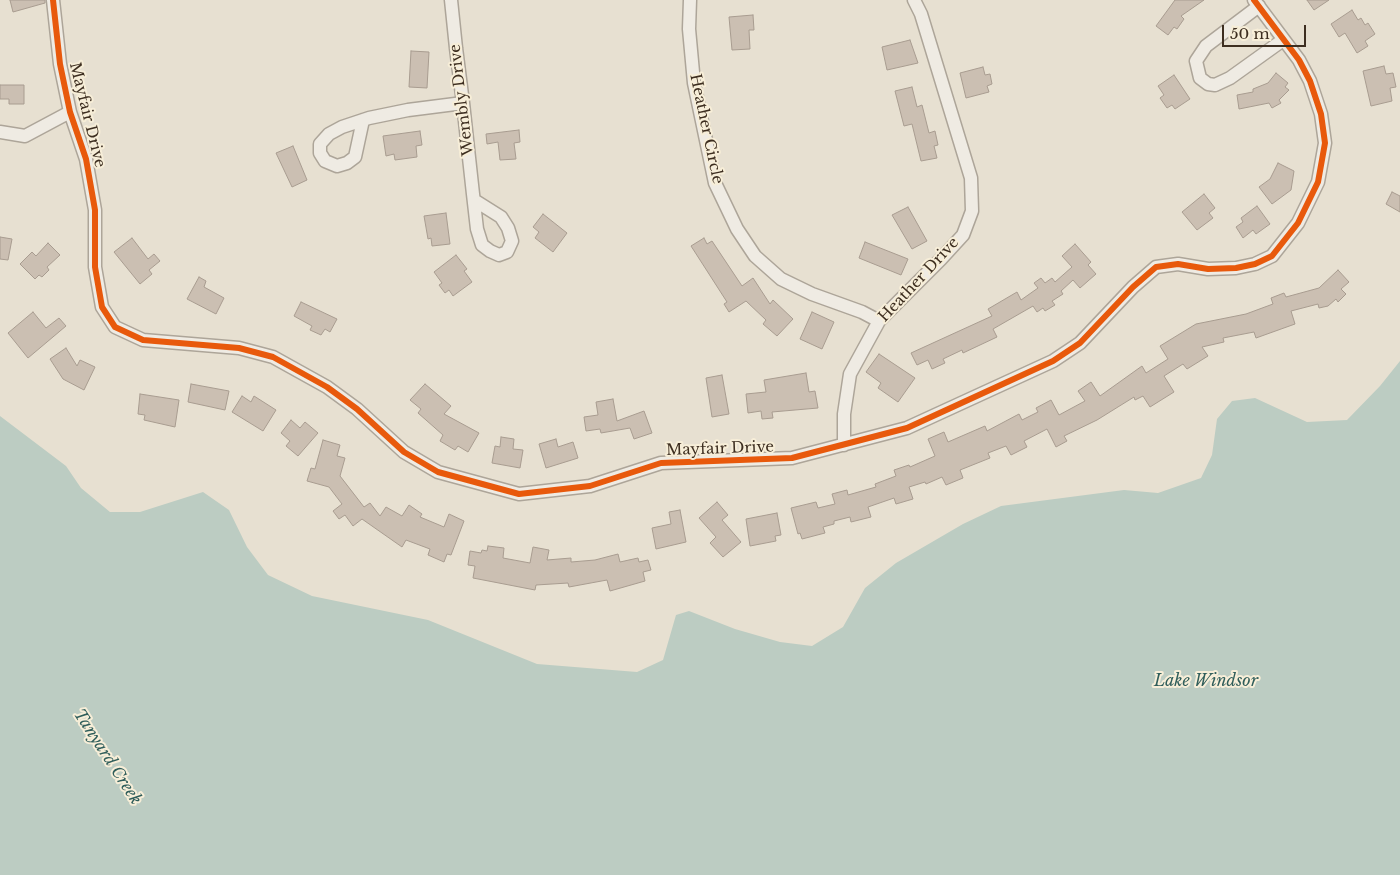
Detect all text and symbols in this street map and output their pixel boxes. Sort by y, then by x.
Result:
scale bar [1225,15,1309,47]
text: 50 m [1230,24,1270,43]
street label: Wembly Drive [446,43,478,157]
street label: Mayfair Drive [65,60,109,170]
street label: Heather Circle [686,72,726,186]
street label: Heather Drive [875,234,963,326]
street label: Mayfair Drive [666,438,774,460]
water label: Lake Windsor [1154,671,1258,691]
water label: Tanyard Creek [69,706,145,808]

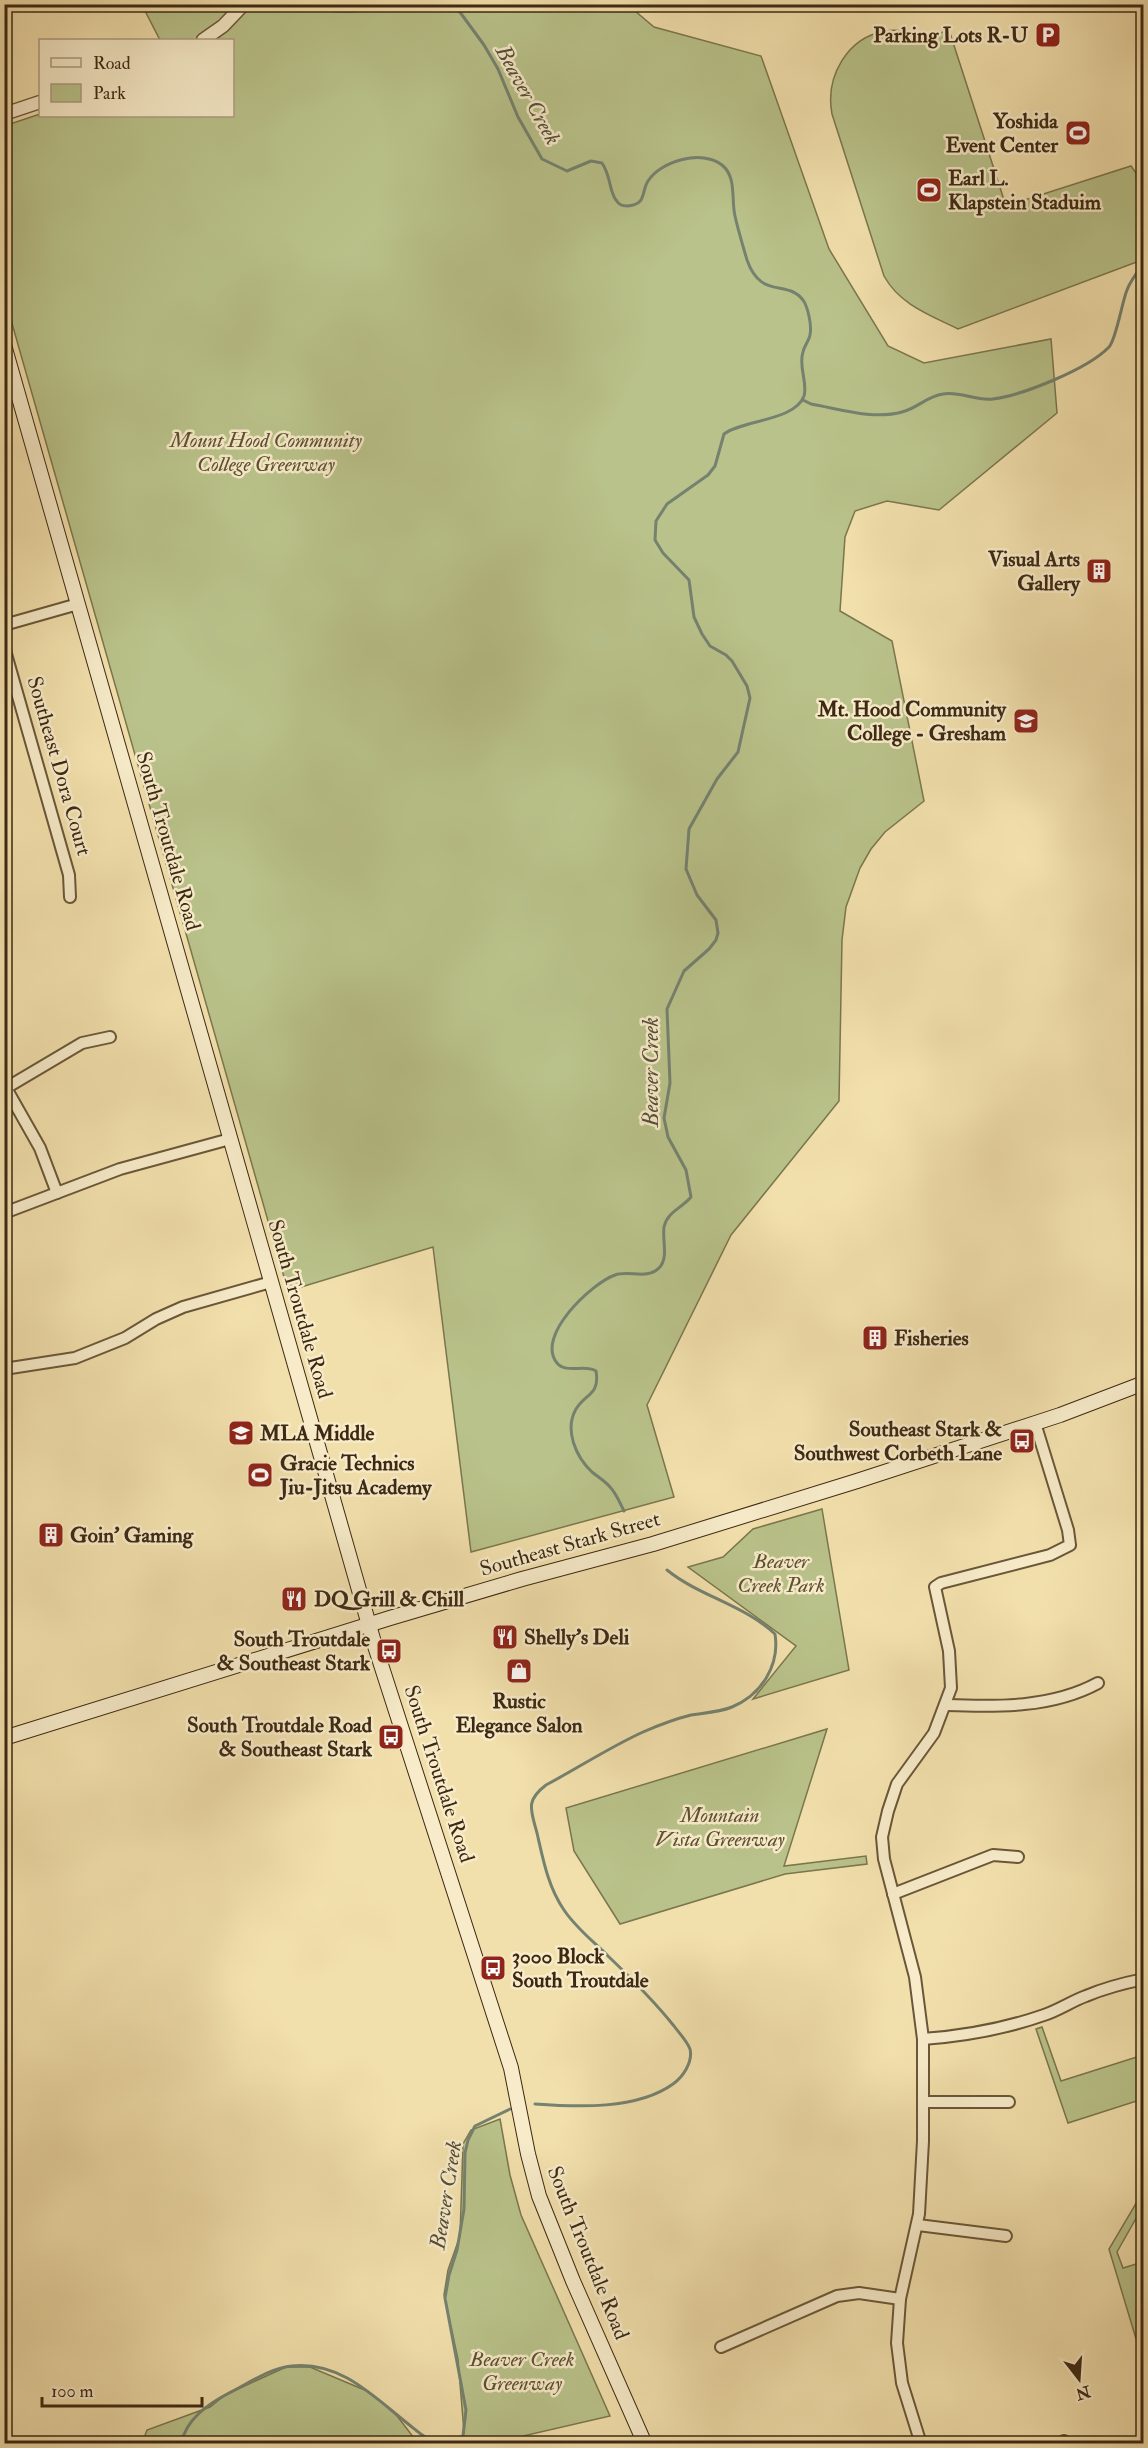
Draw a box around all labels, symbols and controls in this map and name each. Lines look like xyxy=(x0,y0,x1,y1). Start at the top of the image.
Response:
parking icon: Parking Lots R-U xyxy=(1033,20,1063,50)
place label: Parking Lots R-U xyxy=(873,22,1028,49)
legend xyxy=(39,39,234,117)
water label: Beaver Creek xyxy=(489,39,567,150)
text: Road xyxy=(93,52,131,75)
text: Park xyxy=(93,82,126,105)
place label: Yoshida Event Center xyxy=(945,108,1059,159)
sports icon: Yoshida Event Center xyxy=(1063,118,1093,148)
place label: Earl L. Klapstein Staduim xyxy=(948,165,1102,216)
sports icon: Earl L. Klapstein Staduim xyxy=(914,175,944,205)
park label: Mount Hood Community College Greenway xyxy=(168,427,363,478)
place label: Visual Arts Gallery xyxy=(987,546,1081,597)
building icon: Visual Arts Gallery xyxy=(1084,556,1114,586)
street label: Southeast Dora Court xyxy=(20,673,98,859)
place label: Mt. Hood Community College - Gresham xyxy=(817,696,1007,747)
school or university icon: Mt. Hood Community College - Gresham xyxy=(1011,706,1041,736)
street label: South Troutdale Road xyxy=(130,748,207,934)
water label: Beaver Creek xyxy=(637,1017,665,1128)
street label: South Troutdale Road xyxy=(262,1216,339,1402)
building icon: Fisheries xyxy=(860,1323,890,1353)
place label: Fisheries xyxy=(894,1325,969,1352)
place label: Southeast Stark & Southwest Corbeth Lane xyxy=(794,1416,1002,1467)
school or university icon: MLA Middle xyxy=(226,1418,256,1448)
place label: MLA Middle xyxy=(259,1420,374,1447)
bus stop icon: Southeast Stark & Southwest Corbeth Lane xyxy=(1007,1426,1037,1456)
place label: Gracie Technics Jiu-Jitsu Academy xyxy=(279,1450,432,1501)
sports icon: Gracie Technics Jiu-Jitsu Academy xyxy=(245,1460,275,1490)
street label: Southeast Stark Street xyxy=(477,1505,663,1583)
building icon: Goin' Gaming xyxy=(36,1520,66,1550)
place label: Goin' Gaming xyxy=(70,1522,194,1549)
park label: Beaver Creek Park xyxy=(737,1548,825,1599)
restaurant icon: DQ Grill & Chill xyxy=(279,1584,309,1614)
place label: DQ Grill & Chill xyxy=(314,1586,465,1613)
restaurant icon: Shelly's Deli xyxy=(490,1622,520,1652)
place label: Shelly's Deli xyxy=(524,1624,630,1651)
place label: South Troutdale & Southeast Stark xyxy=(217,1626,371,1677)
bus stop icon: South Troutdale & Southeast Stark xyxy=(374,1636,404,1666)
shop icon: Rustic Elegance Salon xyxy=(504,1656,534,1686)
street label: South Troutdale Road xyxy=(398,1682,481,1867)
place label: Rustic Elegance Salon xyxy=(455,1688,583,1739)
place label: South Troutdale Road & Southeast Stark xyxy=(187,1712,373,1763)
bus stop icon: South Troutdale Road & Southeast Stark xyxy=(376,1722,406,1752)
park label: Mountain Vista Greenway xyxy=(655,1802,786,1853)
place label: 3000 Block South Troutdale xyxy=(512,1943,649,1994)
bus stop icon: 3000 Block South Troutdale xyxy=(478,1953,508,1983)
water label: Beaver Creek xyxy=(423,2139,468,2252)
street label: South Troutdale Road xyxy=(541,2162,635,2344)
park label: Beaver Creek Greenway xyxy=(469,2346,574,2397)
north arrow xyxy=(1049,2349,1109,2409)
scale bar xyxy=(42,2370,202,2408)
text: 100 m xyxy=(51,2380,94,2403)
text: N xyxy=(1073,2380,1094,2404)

------------------------

▸ What needs to be done
Copy every single line of the material above that holds "Arts".

▸ Task solution
place label: Visual Arts Gallery xyxy=(987,546,1081,597)
building icon: Visual Arts Gallery xyxy=(1084,556,1114,586)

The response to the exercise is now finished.